Cela commence du côté de M87*, au cœur de la galaxie elliptique Messier 87, dans la constellation Virgo A à quelque chose comme 50 millions d’années-lumière de distance dans la constellation de la Vierge. La nouvelle est toute fraîche, et fait bouillir chez les astrophysiciens. Ce n’est pas cette fois encore que l’on mettra à bas l’héritage des conceptions d’Einstein sur la relativité. Entre rêve et calcul, entre cauchemar et théorie, l’idée de trou noir vient de faire un bond. L’hypothèse est antique et Pythagore lui-même aurait à s’en réjouir, mais voilà qu’un cap est franchi dans cette connaissance théorique, avec grand bruit et forts échos jusqu’à la vulgate médiatique, la presse s’étant empressée : car le débat scientifique et les spéculations mathématico-cosmologiques ont trouvé un arbitre de choix, celui que l’on ne saurait contester, la preuve qui s’impose aux yeux de tous. Oui, aux yeux : car le témoin clef, celui qui balaye les doutes des sceptiques et met à l’unisson experts et béotiens, que l’on voit désormais partout, c’est une photographie. Faut-il réveiller l’archè de la photographie pour le souligner, le savoir commun reconnaît dans tout ce qui se nomme ainsi : photographie, un potentiel véridictoire singulier. M87* a donc son portrait. Ses six milliards et demi de masses solaires tiennent désormais dans un cliché. Et c’est sa forme photographique qui en assure le succès planétaire, depuis qu’avec un sens certain du destin des images, la communauté scientifique l’a dévoilé dans un rituel réglé, avec révélation sur écran grand format. L’événement est de nature planétaire : la communication scientifique internationale en a été faite au travers de six conférences simultanées le 10 avril 2019 dans six points du globe, à Bruxelles, Santiago du Chili, Shanghai, Tokyo, Taïwan et Washington.

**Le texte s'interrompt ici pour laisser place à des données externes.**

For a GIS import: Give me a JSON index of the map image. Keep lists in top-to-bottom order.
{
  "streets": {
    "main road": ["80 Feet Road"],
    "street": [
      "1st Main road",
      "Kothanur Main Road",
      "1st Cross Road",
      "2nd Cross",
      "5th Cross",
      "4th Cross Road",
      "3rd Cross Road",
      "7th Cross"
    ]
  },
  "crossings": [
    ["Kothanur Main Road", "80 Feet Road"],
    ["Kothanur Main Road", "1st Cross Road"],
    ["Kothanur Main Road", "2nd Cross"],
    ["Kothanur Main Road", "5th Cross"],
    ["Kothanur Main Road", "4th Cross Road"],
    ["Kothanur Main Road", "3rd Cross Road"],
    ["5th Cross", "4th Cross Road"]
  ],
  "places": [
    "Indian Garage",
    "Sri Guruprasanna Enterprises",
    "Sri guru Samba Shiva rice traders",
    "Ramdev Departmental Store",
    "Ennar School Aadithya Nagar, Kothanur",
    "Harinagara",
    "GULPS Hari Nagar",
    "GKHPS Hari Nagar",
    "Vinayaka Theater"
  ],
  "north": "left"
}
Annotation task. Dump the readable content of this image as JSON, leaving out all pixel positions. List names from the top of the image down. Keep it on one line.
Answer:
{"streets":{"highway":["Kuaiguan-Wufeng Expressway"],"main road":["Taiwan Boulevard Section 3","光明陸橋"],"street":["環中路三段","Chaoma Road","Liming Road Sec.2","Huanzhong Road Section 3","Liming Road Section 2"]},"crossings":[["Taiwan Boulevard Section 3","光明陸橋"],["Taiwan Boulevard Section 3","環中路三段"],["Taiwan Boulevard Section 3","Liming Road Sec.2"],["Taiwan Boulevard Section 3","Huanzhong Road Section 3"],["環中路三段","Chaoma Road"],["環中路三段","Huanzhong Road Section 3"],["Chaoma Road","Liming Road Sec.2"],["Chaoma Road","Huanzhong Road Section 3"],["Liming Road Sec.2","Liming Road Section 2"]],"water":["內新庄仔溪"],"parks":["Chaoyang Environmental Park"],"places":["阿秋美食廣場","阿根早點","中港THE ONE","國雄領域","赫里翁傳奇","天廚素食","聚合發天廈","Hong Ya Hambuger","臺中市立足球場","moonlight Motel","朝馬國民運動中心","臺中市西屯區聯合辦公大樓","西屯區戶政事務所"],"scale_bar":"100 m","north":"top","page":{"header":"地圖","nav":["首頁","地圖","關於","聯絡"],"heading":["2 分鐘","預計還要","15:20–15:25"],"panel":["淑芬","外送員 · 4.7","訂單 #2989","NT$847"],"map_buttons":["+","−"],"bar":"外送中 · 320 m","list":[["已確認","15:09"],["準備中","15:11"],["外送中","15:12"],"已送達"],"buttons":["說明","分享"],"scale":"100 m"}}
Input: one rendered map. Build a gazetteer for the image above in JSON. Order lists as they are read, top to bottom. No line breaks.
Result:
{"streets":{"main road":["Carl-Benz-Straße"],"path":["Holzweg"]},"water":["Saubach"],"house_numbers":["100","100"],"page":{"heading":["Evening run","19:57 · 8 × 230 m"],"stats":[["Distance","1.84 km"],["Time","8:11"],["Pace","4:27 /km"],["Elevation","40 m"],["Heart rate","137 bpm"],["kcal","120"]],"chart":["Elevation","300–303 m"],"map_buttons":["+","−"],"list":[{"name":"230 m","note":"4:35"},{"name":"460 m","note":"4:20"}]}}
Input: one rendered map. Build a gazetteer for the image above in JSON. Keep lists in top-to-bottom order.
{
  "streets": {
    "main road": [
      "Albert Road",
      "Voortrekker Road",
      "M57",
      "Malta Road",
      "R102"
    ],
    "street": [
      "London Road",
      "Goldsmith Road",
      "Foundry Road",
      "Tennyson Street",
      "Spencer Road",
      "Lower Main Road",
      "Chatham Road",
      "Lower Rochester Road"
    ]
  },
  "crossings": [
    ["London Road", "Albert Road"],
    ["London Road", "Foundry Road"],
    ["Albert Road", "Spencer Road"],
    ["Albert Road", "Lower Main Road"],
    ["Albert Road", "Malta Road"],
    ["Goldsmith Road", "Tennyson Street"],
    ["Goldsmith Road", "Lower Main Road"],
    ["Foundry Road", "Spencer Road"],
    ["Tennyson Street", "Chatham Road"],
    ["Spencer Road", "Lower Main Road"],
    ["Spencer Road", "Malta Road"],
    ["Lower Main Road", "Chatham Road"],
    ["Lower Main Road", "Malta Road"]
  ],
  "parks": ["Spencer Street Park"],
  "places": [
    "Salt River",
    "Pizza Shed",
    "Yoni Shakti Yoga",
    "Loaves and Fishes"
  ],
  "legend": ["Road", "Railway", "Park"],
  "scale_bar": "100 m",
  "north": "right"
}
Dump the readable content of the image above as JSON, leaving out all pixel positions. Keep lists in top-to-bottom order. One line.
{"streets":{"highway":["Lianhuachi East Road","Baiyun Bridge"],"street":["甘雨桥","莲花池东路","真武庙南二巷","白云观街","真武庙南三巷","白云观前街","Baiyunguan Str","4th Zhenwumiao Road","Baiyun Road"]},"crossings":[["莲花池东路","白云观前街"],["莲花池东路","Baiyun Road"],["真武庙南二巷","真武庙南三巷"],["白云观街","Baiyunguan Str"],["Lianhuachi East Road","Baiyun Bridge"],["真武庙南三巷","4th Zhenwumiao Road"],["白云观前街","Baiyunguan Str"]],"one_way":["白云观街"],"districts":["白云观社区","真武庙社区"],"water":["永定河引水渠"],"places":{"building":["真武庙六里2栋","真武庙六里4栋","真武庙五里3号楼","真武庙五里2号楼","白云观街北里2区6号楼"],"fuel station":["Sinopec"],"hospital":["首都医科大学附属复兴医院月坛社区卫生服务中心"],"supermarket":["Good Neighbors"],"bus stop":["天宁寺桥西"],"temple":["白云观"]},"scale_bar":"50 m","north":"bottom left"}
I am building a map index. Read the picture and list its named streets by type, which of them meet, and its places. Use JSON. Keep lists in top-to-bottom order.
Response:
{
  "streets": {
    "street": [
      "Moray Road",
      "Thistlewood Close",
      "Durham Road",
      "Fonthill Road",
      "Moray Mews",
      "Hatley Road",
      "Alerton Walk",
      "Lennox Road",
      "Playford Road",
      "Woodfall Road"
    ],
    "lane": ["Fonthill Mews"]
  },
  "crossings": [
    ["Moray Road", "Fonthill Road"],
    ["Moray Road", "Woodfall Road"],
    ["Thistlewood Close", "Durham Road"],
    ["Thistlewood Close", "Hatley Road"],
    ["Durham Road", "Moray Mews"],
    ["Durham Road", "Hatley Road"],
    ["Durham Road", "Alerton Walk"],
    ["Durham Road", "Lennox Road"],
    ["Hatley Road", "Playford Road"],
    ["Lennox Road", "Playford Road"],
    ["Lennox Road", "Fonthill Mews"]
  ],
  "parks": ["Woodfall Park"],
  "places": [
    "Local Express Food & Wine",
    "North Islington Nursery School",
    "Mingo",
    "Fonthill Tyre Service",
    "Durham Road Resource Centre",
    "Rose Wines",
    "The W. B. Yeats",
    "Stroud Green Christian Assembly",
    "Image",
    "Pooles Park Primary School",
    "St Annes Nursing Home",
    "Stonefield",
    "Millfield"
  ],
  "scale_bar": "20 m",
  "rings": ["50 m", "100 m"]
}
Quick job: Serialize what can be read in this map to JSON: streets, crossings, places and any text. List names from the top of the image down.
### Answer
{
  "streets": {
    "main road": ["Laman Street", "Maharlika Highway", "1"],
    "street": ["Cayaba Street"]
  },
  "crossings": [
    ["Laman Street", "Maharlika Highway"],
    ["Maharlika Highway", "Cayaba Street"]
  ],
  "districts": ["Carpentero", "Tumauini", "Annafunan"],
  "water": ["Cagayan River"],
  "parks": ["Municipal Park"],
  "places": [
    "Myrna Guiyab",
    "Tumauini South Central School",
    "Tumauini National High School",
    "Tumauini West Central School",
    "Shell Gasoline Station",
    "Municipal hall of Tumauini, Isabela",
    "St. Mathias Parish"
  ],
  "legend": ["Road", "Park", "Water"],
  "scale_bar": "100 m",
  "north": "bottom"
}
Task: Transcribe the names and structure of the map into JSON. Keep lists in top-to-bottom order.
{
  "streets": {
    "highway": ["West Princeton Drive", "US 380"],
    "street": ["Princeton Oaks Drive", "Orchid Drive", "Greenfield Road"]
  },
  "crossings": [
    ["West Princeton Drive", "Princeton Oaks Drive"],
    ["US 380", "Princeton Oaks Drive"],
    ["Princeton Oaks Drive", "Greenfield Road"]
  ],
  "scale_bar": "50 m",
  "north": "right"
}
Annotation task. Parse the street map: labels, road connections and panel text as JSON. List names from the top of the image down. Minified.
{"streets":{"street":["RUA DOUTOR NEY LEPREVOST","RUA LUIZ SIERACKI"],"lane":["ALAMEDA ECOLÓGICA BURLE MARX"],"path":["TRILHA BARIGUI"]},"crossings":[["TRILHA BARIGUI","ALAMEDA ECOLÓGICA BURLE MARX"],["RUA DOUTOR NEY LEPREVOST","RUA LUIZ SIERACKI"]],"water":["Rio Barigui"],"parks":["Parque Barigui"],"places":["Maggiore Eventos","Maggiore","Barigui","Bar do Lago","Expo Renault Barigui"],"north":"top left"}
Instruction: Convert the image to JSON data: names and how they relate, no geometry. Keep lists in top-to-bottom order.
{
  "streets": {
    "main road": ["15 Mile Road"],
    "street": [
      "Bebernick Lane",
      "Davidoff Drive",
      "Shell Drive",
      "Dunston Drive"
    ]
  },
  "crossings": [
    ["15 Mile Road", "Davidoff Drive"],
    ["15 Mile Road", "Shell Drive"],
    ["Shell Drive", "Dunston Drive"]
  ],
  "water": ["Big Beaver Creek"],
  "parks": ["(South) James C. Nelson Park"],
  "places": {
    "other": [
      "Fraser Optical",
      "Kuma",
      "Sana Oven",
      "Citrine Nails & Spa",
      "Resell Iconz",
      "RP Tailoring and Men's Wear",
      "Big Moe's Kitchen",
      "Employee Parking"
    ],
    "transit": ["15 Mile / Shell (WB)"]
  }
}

Certes, on objectera que l’appareil dont il provient appartient plutôt à la post-photographie. Elle est le fruit d’un dispositif de prise de vue qui déborde la seule logique optique, mais relève du dispositif de l’Event Horizon Telescope (EHT, littéralement le Télescope de l’horizon des évènements, appellation prometteuse), réseau international d’observatoires situés de par le monde qui, mettant en commun des données radioélectriques et au prix de calculs par interférométrie et d’un algorithme idoine aboutit à ce document. Postpho- tographique et dû à un téléscope, mais rejoignant la préoccupation du photographe paysager et sa dépendance au temps qu’il fait (la photo couleur, c’est bien plus beau avec du soleil, non ?). Tout virtuel qu’est cet appareil-là, il a besoin du beau temps, simultanément, au Groenland et au Pôle sud, à Hawaï, au Chili et en Espagne. Plus que la fabrique de l’image ici (d’ailleurs obtenue par superposition de 7 millions d’images), c’est la force iconique du cliché, sa diffraction à l’échelle planétaire au travers des média, sa puissance de mythe qui fait porter l’attention sur l’échelle cosmique. Et tout cela pour observer un trou. Noir.
 
COSMOS ET MUNDUS
 
À dire vrai, le trou cosmique fait mythe depuis longtemps et, pragmatiques, les Romains ont ramené sur la terre ce que les Grecs identifiaient comme le Cosmos, dont l’omphalos de Delphes marque le centre ——1, et qui désigne l’organisation ordonnée et harmonieuse de l’univers, conformément à la pensée de « l’harmonie des sphères ». Le latin le nomme mundus. Dans la Rome antique, est ainsi dénommé l’umbilicus Urbis le « nombril de la Ville ». Il est un site de rituel mi-social mi-religieux, politique et symbolique, « à la fois le centre symbo- lique de la cité et un centre cosmique », d’après l’historien de l’Antiquité Michel Humm ——2, que je suis largement ici. « Les descriptions du mundus laissées par les sources antiques sont en effet ambiguës : d’une part, il s’agirait d’une fosse de fondation dans laquelle les compagnons de Romulus auraient jeté des ‹ prémices › ainsi qu’une motte de terre de leur pays d’origine; d’autre part, il s’agirait d’une cavité souterraine dans laquelle on pouvait descendre, mais qui était normalement maintenue fermée parce que vouée aux dieux Mânes ou aux divinités infernales, et qui était exceptionnellement ouverte trois fois par an, à des jours marqués dans le calen- drier par les lettres MP (mundus patet : « le mundus est ouvert »), au cours desquels il n’était possible de mener à Rome aucune activité publique ou pri- vée. (...) Le mot mundus désigne donc à la fois la voûte céleste du monde et l’ouverture du monde souterrain (...) ». Le mundus contiendrait de la sorte un message philosophico-politique d’inspiration pythagoricienne : l’ordre du monde s’y reflète, mais aussi les profondeurs souterraines, royaume des morts mais aussi source de vie, toujours selon les sources de Michel Humm, comme F.-H. Massa-Pairault qui précise comment on y célébrait Pluton et Proserpine, symboles de l’union des deux parties du monde, chthonienne et uranienne, car « les divinités infernales sont essentielles dans la fondation des cités parce qu’elles garantissent la reproduction des générations. Elles en conservent les semina (semences) et sont à l’origine des saecula naturalia (des générations naturelles) ——3. La Rome des IVe et IIIe siècle offre ainsi une intuition païenne de ce que l’astrophysique tend à vérifier : le trou noir cosmique est cette sorte de figure double, où se joue la disparition de la matière et sa régénération, comme le mundus offre la béance vers le monde des morts et la possibilité de la génération elle-même.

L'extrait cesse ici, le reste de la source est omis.